Back on Earth, Wormtail
and his bunch of Death Eaters are setting about resurrecting
Voldemort…..oh…wait, no….
Back on Earth, the cult of
The Master is setting about resurrecting the rogue Time Lord using the
imprisoned Lucy Saxon, but good old Lucy, who eventually saw through the Master’s
plans, after The Last of the Time Lords episode, sabotages the plans, and in
doing so, brings back a dying rogue Time Lord with a voracious appetite that
cannot be controlled. In the explosion, Lucy and the cult are killed, but the
Master, now even stronger and with powers far greater than before, escapes.
When the Doctor tracks
down the Master on wastelands outside London, he learns that the constant
drumming inside the Master’s head is not a part of his insanity but something
implanted from outside. Trouble is, before he can do anything more about it,
armed troops drop out of the sky, take the Master and him hostage and place him
in custody of the billionaire Joshua Naismith. Naismith is in possession of an
‘immortality Gate’ an object acquired after the fall of the Torchwood
Institute. He wanted to use it to make his daughter, Abigail, immortal but
instead the Master used it to make exact copies of himself, right across the
world, from the Man on the street, to the President of the United States of
America. Every single person in the world, except the Doctor, Wilfred, and
Donna!
Now prior to these events,
Wilfred Mott receives apparition visits by a woman called Bloom who advises him
to take arms to protect the Doctor. Being the old soldier, Mott does just that,
before joining the Doctor in the TARDIS.
Also prior to this, two
aliens of the Vinvocci species are working on the medical device brought from
their own planet that Naismith believes will make his daughter immortal.
However, as we know, the
Master fixes the device and uses it to create his own ‘master race’.
Just before the credits,
in part one, Timothy Dalton, who plays Rassilon, the Lord President of the Time
Lords, continues the narration of the episode, noting that the Master’s act
against humanity is only the beginning of far greater events. He addresses the
vast chamber of Time Lords in all their regalia that it is “the day the Time Lords returned. For Gallifrey! For Victory! For the
end of time itself!”
End of Time Part 2.
Bound and gagged still,
the Doctor can only look on in horror at what is happening around the world,
from the television screens in Naismith’s mansion. The Doctor and Wilf escape
further madness from the Master by taking refuge on the Vinvocci ship just
outside of the Earth’s atmosphere, after a Vinvocci knocks out the Master and
escapes down a flight of stairs with Wilf and the Doctor. Scuppering any plans
for the Vinvocci to escape, the Doctor shuts down the ships engines with a
blast of his sonic screwdriver. For old soldier Wilfred, it’s a view of a life
time, staring down at the Earth from space, and he points out the places he
visited during his time in the War, as a young man. During a moment of personal
chit chat, the Doctor reveals how different in ages they really are, old Wilf
surprised at just how much of an age gap there is between the younger man and
himself.
‘We must look like insects to you.’ Wilf
says to the Doctor. He passes over the pistol he’d collected up when they
escaped from the Naismith’s mansion, but the Doctor refuses it. He’s not a man
of weapons, just a man of words, and the more Wilf impresses upon him, the more
he refuses.
When the Doctor tells Wilf
that he would have been proud if Wilf had been his Dad, the tears pricked my
eyes.
Across the Universe, on
the planet Gallifrey, during a meeting with the Lord President Rassilon, a
message was sent to Earth.
‘A star fell from the sky.’ The Master’s
voice echoes through the ship. ‘Don’t you want to know where from? Because now
it makes sense, Doctor. The whole of my life. My destiny. The star was a
diamond. And the diamond is a white point star.’ This intrigues the Doctor, as
there’s no other planet that would contain such a gem. ‘And I have worked all
night dissecting my new gift. Now the star is mine. I can increase the signal.

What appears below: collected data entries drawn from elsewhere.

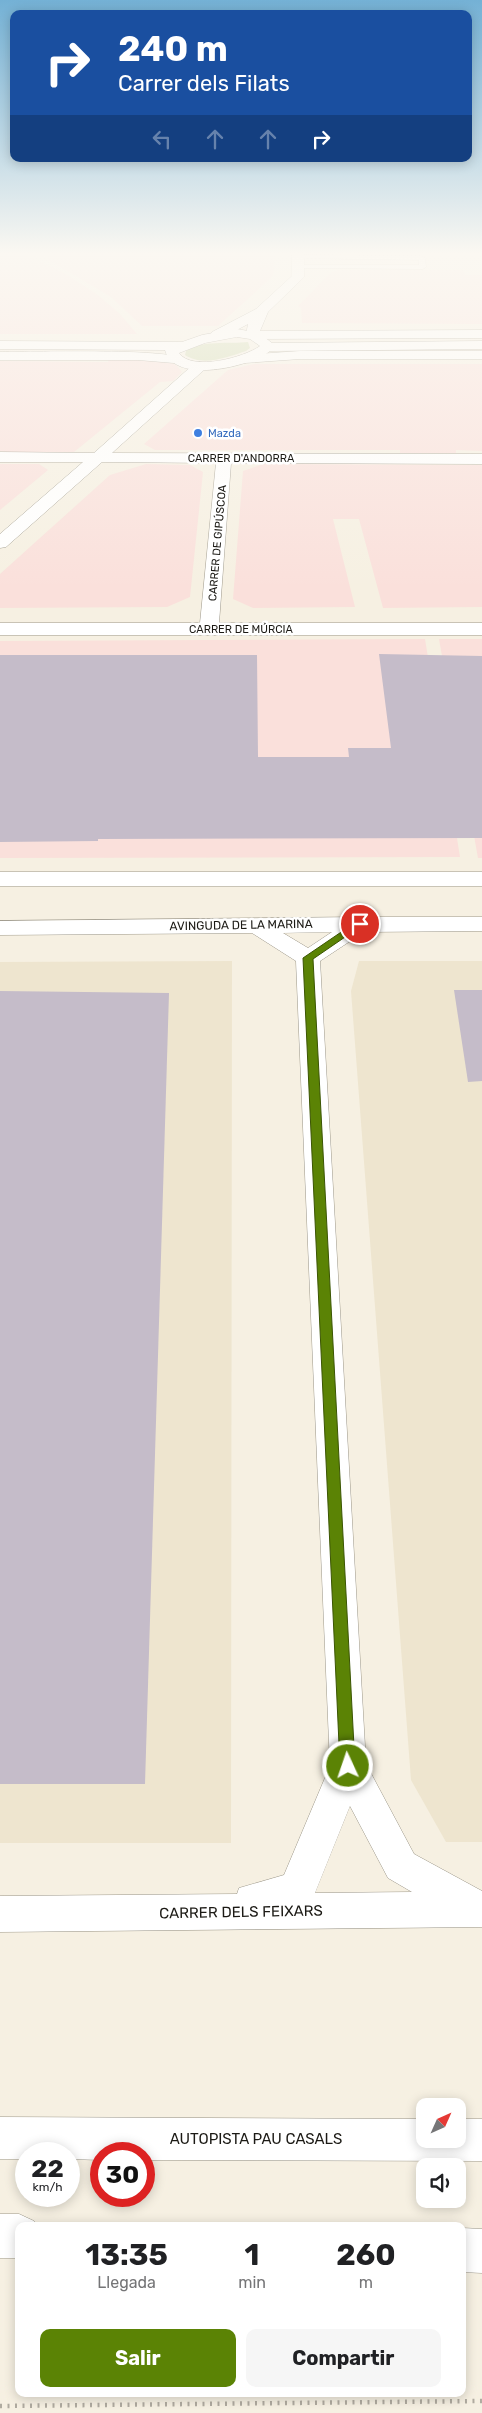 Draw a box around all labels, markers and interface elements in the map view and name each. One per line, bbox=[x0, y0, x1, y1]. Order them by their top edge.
text: 240 m bbox=[118, 28, 228, 70]
icon: right bbox=[35, 30, 100, 95]
text: Carrer dels Filats bbox=[118, 70, 290, 97]
icon: left bbox=[148, 125, 176, 153]
icon: ahead bbox=[201, 125, 229, 153]
icon: ahead bbox=[254, 125, 282, 153]
icon: right bbox=[307, 125, 335, 153]
marker: Mazda bbox=[192, 427, 204, 439]
place label: Mazda bbox=[208, 427, 241, 440]
street label: CARRER D'ANDORRA bbox=[188, 452, 295, 465]
street label: CARRER DE GIPÚSCOA bbox=[206, 484, 229, 602]
street label: CARRER DE MÚRCIA bbox=[189, 623, 294, 636]
pin bbox=[339, 903, 381, 945]
icon: arrive bbox=[346, 910, 374, 938]
street label: AVINGUDA DE LA MARINA bbox=[169, 917, 313, 933]
position arrow bbox=[321, 1739, 373, 1791]
street label: CARRER DELS FEIXARS bbox=[159, 1902, 323, 1922]
north arrow bbox=[416, 2098, 466, 2148]
map controls bbox=[416, 2098, 466, 2208]
street label: AUTOPISTA PAU CASALS bbox=[170, 2130, 342, 2148]
speed limit sign: 30 bbox=[90, 2142, 155, 2207]
text: 22 bbox=[31, 2154, 64, 2183]
button: sound bbox=[416, 2158, 466, 2208]
text: km/h bbox=[33, 2180, 62, 2194]
text: 13:35 bbox=[85, 2237, 168, 2273]
text: 1 bbox=[245, 2237, 260, 2273]
text: 260 bbox=[336, 2237, 396, 2273]
text: Llegada bbox=[97, 2273, 156, 2292]
text: min bbox=[238, 2273, 266, 2292]
text: m bbox=[359, 2273, 373, 2292]
button: Salir bbox=[40, 2329, 236, 2387]
button: Compartir bbox=[246, 2329, 441, 2387]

And use it as a life line. Do you get it now? Do you see? Keep watching,
Doctor. This should be spectacular. Over and out.’
Scrambling to his feet,
the Doctor knew exactly what that would mean. The Time Lords were returning,
and Earth was their destination. Which meant, that the Doctor HAD to return to
Earth, and more significantly, Naismith’s mansion and end what he’d started
back on Gallifrey.
Bringing the ship back to
life, he mans the controls, which lights up the radar like a Christmas tree.
Missiles are sent after him, but with two gunners in control, Wilfred and the
Vinvocci soon make shrift work of them.
With no way to actually
teleport into the mansion, there’s only one thing left that the Doctor can do.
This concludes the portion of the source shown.